→ REQUIREMENT: From the entries that follow, extract each line holding the string "polyline".

→ LISTED ENTRIES:
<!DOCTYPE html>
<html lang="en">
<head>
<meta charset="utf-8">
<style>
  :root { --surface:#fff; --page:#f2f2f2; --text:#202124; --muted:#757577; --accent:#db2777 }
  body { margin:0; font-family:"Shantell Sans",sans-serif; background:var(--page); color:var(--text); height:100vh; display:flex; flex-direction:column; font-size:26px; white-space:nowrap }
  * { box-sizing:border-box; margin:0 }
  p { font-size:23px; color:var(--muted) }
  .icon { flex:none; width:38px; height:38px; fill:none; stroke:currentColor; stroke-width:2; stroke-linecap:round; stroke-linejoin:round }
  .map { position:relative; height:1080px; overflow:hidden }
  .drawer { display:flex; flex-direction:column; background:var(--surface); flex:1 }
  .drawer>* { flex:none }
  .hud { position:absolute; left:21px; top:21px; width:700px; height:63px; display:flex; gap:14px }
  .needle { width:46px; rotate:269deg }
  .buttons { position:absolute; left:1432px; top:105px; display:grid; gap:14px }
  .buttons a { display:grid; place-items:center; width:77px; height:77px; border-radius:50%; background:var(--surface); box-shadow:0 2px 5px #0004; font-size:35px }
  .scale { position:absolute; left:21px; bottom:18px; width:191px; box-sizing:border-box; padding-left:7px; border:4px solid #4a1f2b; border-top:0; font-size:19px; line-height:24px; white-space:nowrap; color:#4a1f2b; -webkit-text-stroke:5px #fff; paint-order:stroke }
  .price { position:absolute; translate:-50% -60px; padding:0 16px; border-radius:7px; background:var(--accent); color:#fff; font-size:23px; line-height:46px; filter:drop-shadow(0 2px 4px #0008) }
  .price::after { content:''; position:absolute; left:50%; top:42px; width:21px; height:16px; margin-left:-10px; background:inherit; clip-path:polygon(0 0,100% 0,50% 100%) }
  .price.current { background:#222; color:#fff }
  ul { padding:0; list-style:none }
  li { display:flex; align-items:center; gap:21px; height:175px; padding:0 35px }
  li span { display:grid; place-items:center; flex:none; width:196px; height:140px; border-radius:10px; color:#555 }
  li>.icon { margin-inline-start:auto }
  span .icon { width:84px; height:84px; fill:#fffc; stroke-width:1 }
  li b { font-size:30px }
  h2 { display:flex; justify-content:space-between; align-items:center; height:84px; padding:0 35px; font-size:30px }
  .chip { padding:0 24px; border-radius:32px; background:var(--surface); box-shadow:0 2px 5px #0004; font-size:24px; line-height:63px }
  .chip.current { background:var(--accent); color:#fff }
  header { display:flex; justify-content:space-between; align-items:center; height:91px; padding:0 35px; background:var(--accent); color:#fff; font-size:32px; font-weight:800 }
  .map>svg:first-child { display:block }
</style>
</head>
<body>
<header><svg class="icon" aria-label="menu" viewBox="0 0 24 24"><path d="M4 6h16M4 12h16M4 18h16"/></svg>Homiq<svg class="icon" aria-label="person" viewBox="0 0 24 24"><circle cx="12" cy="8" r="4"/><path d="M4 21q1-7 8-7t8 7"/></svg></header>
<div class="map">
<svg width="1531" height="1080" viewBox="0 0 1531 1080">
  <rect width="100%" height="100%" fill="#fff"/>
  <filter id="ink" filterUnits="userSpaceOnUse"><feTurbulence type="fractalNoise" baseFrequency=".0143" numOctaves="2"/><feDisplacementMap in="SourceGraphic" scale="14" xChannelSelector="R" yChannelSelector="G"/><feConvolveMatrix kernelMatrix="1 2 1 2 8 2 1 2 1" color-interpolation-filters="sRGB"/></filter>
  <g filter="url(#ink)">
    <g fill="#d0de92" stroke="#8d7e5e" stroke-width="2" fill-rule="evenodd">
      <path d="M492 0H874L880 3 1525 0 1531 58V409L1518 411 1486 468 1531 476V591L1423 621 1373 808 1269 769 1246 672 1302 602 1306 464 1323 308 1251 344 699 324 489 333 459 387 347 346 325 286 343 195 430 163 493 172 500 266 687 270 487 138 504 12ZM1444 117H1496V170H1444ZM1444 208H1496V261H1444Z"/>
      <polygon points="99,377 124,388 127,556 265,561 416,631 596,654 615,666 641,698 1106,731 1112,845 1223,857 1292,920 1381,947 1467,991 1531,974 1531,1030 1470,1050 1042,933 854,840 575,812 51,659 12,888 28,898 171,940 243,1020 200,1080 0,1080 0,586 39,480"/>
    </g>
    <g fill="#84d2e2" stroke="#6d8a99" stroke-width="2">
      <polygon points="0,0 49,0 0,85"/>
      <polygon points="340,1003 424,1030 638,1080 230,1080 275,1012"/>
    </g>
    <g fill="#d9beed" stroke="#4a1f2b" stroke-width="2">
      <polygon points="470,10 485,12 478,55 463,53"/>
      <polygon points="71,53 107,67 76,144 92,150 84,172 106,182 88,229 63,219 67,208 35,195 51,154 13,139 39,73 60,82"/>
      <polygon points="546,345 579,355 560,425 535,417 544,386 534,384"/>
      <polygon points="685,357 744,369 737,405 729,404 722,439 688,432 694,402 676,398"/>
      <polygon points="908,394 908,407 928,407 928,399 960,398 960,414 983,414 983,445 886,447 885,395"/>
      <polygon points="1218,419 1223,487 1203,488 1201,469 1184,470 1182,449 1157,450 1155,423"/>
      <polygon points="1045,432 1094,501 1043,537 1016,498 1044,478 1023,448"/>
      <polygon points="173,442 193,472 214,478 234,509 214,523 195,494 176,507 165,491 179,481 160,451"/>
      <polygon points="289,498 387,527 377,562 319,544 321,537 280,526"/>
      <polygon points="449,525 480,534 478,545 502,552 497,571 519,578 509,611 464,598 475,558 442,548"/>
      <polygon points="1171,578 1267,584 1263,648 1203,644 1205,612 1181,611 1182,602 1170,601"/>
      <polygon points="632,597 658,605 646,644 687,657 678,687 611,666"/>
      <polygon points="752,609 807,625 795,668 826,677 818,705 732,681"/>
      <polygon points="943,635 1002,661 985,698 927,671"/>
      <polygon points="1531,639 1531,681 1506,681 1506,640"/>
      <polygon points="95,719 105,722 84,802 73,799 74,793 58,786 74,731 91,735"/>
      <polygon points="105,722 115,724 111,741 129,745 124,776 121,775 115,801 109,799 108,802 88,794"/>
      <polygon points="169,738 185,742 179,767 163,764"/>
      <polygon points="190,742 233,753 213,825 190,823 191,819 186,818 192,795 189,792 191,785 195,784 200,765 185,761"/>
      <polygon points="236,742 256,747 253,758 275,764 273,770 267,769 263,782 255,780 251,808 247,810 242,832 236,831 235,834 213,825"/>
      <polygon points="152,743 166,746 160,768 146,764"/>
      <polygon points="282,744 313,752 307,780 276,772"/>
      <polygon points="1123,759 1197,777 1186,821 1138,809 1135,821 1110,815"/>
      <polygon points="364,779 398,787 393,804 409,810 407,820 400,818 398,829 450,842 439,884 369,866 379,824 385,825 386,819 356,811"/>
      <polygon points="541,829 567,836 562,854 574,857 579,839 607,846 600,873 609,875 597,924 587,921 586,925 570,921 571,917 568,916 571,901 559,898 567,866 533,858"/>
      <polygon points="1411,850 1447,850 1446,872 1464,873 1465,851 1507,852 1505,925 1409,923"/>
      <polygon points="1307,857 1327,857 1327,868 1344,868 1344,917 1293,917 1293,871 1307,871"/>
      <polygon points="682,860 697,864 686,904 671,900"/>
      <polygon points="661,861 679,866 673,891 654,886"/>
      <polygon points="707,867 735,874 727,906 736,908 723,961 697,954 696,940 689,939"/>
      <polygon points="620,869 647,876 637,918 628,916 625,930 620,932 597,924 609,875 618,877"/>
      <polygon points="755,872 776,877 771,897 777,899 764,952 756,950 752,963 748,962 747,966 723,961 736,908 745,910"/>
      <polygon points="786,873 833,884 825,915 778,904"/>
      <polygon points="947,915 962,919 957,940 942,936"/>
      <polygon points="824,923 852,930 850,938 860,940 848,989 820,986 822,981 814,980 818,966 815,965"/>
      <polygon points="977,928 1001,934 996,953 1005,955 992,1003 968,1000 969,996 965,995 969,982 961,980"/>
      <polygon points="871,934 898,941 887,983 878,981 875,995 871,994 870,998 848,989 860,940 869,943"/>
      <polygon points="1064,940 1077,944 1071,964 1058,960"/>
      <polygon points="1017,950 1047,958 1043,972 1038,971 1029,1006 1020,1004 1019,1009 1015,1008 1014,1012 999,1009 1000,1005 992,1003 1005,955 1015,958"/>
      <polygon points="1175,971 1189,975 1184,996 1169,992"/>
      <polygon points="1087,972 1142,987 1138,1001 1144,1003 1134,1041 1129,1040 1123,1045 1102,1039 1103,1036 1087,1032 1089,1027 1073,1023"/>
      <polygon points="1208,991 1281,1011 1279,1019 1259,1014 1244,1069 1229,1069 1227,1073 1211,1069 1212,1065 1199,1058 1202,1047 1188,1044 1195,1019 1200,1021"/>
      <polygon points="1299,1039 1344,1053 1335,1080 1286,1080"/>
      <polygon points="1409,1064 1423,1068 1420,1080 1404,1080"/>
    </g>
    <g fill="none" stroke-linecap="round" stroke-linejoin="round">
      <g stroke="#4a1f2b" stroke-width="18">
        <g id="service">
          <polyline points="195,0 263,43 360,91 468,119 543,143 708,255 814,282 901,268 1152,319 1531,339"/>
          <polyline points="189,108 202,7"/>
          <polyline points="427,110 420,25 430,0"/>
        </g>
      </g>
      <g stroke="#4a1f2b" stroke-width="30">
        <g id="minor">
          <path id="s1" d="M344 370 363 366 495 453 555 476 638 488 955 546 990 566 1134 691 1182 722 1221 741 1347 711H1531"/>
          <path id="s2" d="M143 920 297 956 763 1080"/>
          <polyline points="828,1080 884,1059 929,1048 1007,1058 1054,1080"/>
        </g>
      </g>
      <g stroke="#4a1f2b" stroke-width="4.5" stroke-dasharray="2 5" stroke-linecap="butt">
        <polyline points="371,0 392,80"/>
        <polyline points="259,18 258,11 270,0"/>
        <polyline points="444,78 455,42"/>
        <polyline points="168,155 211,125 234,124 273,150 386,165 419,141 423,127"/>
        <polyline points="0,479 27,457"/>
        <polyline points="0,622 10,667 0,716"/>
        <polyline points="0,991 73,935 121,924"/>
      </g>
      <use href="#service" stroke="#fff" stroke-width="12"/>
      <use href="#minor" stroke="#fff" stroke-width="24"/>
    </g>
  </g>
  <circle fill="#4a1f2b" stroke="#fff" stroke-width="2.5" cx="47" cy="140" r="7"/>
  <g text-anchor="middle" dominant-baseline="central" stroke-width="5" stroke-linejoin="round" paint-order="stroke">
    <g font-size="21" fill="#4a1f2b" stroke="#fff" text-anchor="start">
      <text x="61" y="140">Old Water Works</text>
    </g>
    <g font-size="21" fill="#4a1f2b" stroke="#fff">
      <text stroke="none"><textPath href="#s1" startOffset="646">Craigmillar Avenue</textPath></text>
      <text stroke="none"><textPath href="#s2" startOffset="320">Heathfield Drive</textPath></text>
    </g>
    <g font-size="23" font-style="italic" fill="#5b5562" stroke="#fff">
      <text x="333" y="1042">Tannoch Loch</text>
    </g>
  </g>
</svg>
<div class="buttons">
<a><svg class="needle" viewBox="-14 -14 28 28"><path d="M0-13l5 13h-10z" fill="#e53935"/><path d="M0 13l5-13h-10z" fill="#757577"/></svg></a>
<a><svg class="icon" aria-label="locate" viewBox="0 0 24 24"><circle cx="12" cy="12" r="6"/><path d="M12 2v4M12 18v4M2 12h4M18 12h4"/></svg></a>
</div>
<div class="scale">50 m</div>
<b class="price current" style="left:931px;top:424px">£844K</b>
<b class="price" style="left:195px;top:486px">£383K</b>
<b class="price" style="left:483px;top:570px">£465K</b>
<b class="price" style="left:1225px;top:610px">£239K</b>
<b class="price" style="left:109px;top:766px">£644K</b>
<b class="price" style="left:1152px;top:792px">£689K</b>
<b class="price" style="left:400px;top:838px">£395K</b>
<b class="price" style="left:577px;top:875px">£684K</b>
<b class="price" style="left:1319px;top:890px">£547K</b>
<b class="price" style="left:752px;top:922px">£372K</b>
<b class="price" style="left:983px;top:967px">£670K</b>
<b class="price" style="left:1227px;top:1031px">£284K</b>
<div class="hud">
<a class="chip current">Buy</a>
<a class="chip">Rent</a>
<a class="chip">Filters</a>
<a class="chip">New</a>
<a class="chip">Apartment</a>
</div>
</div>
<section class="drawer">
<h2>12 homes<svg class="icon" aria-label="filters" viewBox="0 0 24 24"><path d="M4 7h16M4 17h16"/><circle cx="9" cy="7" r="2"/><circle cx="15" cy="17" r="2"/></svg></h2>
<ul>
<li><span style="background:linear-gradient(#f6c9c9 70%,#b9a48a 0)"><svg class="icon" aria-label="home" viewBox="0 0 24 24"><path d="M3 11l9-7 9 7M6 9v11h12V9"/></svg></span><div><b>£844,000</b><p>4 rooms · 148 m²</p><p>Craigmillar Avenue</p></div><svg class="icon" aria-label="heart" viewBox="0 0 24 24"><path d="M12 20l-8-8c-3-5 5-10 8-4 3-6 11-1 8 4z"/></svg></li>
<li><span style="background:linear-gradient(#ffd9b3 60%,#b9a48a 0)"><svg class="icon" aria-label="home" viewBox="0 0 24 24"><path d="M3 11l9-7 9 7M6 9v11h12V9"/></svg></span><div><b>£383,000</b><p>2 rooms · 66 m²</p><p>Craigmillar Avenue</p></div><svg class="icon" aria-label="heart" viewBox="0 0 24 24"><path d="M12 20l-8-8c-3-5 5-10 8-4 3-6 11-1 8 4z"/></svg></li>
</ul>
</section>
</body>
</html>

→ ANSWER SECTION:
          <polyline points="195,0 263,43 360,91 468,119 543,143 708,255 814,282 901,268 1152,319 1531,339"/>
          <polyline points="189,108 202,7"/>
          <polyline points="427,110 420,25 430,0"/>
          <polyline points="828,1080 884,1059 929,1048 1007,1058 1054,1080"/>
        <polyline points="371,0 392,80"/>
        <polyline points="259,18 258,11 270,0"/>
        <polyline points="444,78 455,42"/>
        <polyline points="168,155 211,125 234,124 273,150 386,165 419,141 423,127"/>
        <polyline points="0,479 27,457"/>
        <polyline points="0,622 10,667 0,716"/>
        <polyline points="0,991 73,935 121,924"/>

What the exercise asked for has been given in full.